-13 states in Nigeria still owe teachers in their states salary arrears.
-The Nigeria Union of Teachers has urged defaulting states to effect payment as soon as possible.
The Nigeria Union of Teachers, on Tuesday disclosed 13 State governments were still owing primary and secondary school teachers in their states various months of salary arrears despite bail out funds from the federal government.
Speaking with the News Agency of Nigeria in Abuja, the Acting Secretary-General of the union, Dr Mike Ike-Ene, said that previously, 19 States owed, but some states have paid except 13.
According to him, the states owing are Ogun, Imo, Oyo, Abia, Kogi, Benue, Zamfara, Taraba, Plateau, Osun, Benue and Bayelsa states, among others.
He added that Benue owes heavily as it was the worst.
Ike-Ene, explained that the union expected the affected states to pay up before resumption from the long vacation, but only few states complied.
He, therefore, lauded those states that ensured that the welfare of the teachers were paramount and also encouraged others to do same.
“It may interest you to know that few weeks back at Ibadan, we re-appraised the way our teachers are being owed; about 19 states visibly owed our teachers various forms of money.
“Ranging from salaries to gratuity for many months; some two months to one year and about 28 states are paying salaries in percentages.
“We requested government to use the window of the long vacation to pay these teachers.
“But it might surprise you to know that states like Akwa-Ibom, Bayelsa, Delta, Kano and Rivers collected N10 billion Paris Club fund each including others.
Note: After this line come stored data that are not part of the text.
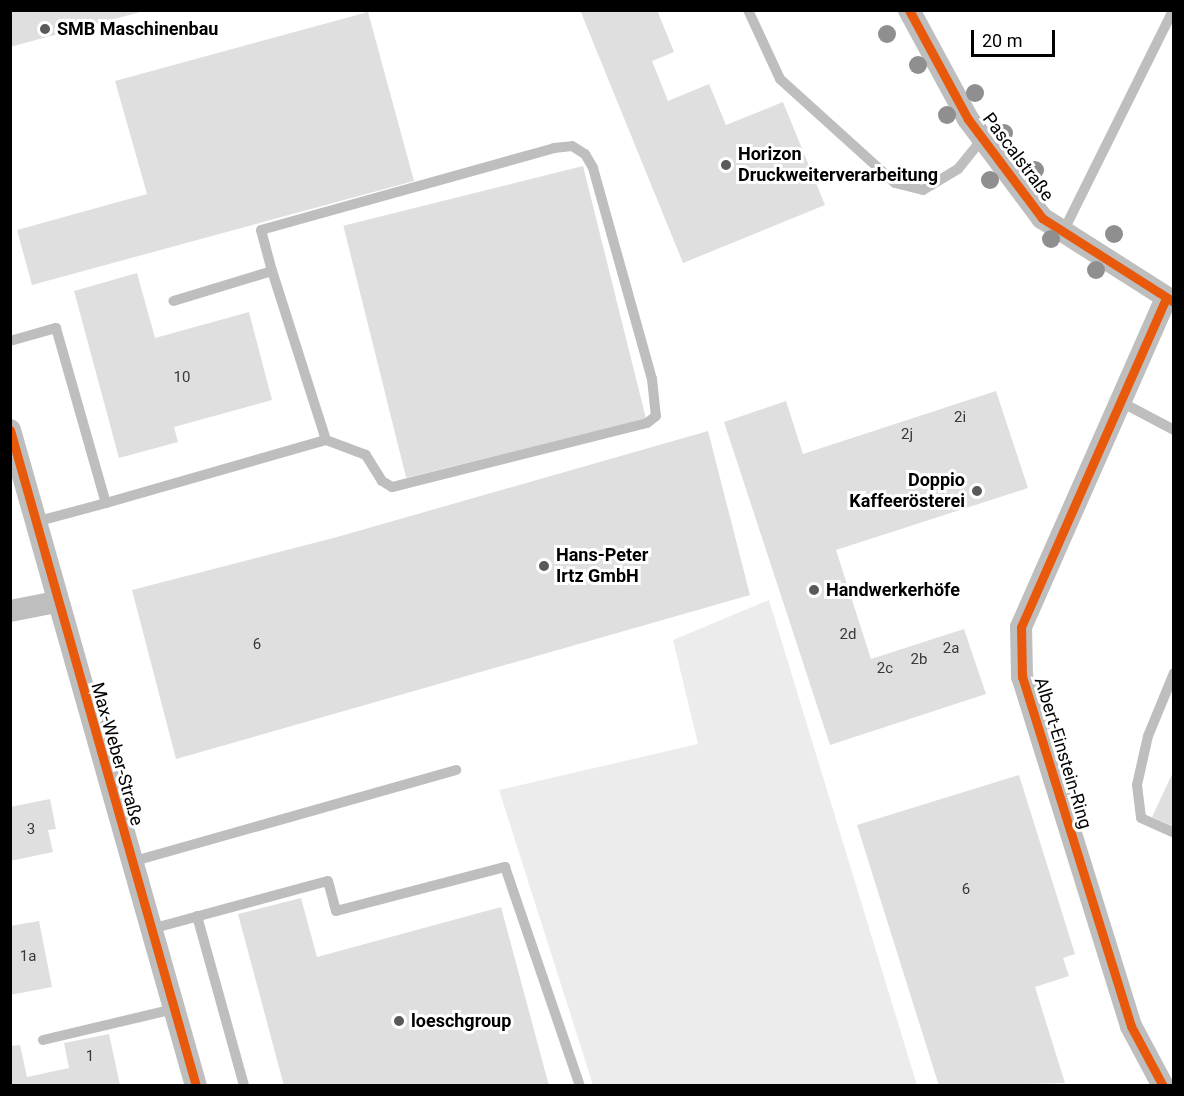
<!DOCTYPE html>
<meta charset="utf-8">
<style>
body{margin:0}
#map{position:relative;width:1184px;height:1096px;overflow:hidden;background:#fff;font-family:Roboto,sans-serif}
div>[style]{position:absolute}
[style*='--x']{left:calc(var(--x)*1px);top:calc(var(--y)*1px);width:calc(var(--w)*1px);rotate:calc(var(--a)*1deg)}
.green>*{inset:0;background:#ececec}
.building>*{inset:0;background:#dfdfdf;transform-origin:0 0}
.lane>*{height:10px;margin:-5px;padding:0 5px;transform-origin:5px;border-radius:5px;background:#bebebe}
.street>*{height:22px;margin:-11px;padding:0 11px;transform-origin:11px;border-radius:11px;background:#bebebe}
.cycleway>*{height:9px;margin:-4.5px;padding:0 4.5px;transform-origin:4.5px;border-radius:4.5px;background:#e8590c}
.trees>*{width:18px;height:18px;margin:-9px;border-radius:50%;background:#8f8f8f}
.dots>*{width:16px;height:16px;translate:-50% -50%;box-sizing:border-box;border:3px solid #fff;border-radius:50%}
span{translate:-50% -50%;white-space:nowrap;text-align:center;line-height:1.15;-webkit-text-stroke:6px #fff;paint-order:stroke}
.number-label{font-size:15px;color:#383838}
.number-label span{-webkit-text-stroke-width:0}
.poi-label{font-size:18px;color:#000;font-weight:700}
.left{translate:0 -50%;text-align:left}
.right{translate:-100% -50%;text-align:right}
.street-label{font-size:18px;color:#000}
.frame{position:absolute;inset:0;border:12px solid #000;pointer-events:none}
.scale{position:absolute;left:971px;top:30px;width:84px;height:27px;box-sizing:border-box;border:3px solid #000;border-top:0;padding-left:8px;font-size:18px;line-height:21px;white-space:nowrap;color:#000;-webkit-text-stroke:4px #fff;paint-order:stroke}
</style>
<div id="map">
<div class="green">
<div style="clip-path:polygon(769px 600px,917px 1085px,593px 1085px,499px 790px,698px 744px,673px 640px)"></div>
</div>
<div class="building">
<div style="clip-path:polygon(10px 10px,144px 10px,144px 11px,10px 47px)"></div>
<div style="clip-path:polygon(580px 10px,657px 10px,674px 52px,652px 61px,668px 101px,709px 84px,726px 125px,783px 102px,825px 205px,683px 263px)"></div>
<div style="clip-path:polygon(368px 12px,414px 181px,32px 285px,17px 230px,147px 194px,115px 81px)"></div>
<div style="left:583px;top:166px;width:260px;height:247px;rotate:76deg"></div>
<div style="clip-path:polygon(137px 273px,155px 338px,249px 312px,272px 400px,174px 427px,178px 442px,119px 458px,74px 291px)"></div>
<div style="clip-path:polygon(996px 391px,1028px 488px,836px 550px,871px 659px,964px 629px,986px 694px,830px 745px,724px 422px,786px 401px,803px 454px)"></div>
<div style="clip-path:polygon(708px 431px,750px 595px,176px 759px,132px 590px,337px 537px)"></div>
<div style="clip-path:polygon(1174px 770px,1174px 827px,1152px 817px)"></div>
<div style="clip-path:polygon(1019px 775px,1075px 954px,1063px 958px,1069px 976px,1035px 987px,1065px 1083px,939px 1086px,857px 825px)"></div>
<div style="clip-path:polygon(50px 799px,56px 829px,48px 830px,53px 852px,10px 861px,10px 807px)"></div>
<div style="clip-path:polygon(301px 898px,317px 957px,501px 907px,549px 1086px,284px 1086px,238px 914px)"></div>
<div style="clip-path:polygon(39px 921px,52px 987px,10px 995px,10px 926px)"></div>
<div style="clip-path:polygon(109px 1034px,120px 1085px,10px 1086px,10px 1046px,20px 1045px,27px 1077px,69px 1068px,64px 1043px)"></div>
</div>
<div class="lane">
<div style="--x:748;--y:10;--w:76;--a:65.1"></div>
<div style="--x:780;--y:79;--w:155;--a:42.1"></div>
<div style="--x:895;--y:183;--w:29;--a:14"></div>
<div style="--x:923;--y:190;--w:41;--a:-31"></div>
<div style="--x:958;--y:169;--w:40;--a:-51"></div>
<div style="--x:1063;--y:232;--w:248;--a:-63.6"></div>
<div style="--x:272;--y:271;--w:42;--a:-105"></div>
<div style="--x:261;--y:230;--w:304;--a:-15.6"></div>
<div style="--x:554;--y:148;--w:18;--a:-6"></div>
<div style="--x:572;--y:146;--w:15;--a:32"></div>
<div style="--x:585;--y:154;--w:16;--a:60"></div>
<div style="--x:593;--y:168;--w:219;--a:74.4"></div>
<div style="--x:652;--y:379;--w:37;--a:84"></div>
<div style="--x:656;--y:416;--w:11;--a:142"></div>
<div style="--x:647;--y:423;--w:263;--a:165.9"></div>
<div style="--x:392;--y:487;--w:12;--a:-149"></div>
<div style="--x:382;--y:481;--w:31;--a:-122"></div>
<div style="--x:366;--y:455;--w:43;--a:-159.4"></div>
<div style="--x:10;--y:341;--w:48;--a:-15.8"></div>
<div style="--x:56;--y:328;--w:182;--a:74.1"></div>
<div style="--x:106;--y:503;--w:73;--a:165"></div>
<div style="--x:1121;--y:402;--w:60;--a:27.8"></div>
<div style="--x:106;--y:503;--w:229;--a:-16"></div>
<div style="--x:326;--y:440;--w:177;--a:-107.7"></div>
<div style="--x:272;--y:271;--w:103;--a:163.1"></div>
<div style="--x:1174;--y:673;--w:68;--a:112.4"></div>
<div style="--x:1148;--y:736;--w:50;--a:102.7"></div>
<div style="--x:1137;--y:785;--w:33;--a:83"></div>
<div style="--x:1141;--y:818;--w:36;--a:24"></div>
<div style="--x:131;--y:862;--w:338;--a:-15.8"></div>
<div style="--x:197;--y:916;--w:176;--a:74.5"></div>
<div style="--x:151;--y:929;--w:183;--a:-15.2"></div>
<div style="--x:328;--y:881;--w:31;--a:75"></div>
<div style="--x:336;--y:911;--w:175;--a:-14.6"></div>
<div style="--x:505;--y:867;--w:231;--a:71.1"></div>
<div style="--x:43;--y:1040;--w:135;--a:-13.3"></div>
</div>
<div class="street">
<div style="--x:909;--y:10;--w:124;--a:61.6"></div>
<div style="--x:968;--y:119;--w:124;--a:53.2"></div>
<div style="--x:1042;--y:218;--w:156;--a:32.5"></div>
<div style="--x:10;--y:430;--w:682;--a:74.17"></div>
<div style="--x:10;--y:611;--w:47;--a:-11.1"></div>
<div style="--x:1163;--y:1086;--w:68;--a:-118.1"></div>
<div style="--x:1131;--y:1026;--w:366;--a:-107.3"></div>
<div style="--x:1022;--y:677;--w:50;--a:-91.1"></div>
<div style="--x:1021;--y:627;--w:359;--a:-66.2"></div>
</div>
<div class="cycleway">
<div style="--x:909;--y:10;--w:124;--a:61.6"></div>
<div style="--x:968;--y:119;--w:124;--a:53.2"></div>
<div style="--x:1042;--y:218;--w:156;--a:32.5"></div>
<div style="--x:10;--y:430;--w:682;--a:74.17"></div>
<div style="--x:1163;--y:1086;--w:68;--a:-118.1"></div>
<div style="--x:1131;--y:1026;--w:366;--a:-107.3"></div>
<div style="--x:1022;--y:677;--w:50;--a:-91.1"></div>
<div style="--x:1021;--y:627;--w:359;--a:-66.2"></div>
</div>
<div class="trees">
<div style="left:887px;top:34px"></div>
<div style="left:918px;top:65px"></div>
<div style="left:975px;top:93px"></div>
<div style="left:947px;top:115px"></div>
<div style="left:1004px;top:133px"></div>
<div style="left:1035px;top:170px"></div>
<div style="left:990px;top:180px"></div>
<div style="left:1114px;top:234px"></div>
<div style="left:1051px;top:239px"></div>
<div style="left:1096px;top:270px"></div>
</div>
<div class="dots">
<div style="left:45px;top:29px;background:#595959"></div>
<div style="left:726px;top:165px;background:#595959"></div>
<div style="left:977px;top:491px;background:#595959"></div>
<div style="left:544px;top:566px;background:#595959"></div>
<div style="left:814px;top:590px;background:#595959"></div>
<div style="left:399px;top:1021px;background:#595959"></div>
</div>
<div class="number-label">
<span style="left:182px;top:378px">10</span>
<span style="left:960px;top:418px">2i</span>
<span style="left:907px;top:435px">2j</span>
<span style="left:848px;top:635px">2d</span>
<span style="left:257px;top:645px">6</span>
<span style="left:951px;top:649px">2a</span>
<span style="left:919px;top:660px">2b</span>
<span style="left:885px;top:669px">2c</span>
<span style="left:31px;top:830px">3</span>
<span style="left:966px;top:890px">6</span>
<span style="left:28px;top:957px">1a</span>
<span style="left:90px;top:1057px">1</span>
</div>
<div class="poi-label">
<span class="left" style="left:57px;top:29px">SMB Maschinenbau</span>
<span class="left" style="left:738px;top:165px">Horizon<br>Druckweiterverarbeitung</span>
<span class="right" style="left:965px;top:491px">Doppio<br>Kaffeerösterei</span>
<span class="left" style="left:556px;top:566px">Hans-Peter<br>Irtz GmbH</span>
<span class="left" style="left:826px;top:590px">Handwerkerhöfe</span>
<span class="left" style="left:411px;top:1021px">loeschgroup</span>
</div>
<div class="street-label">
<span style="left:1018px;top:157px;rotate:53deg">Pascalstraße</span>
<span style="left:1063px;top:753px;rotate:73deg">Albert-Einstein-Ring</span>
<span style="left:117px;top:754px;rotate:74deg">Max-Weber-Straße</span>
</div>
<div class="frame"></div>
<div class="scale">20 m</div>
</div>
“Yet some of the states could not use this money to offset the teachers’ outstanding salary arrears,’’ he said.
Ike-Ene commended the teachers for their perseverance urging them to continue to do their best.
“I just want to use this medium to thank all our teachers in primary and secondary schools throughout the period and further encourage them to do continue to do their best .’’
He also appealed to the government to pay the outstanding salary arrears, saying that if every effort to settle peacefully fails the union would have no option than embark on industrial action.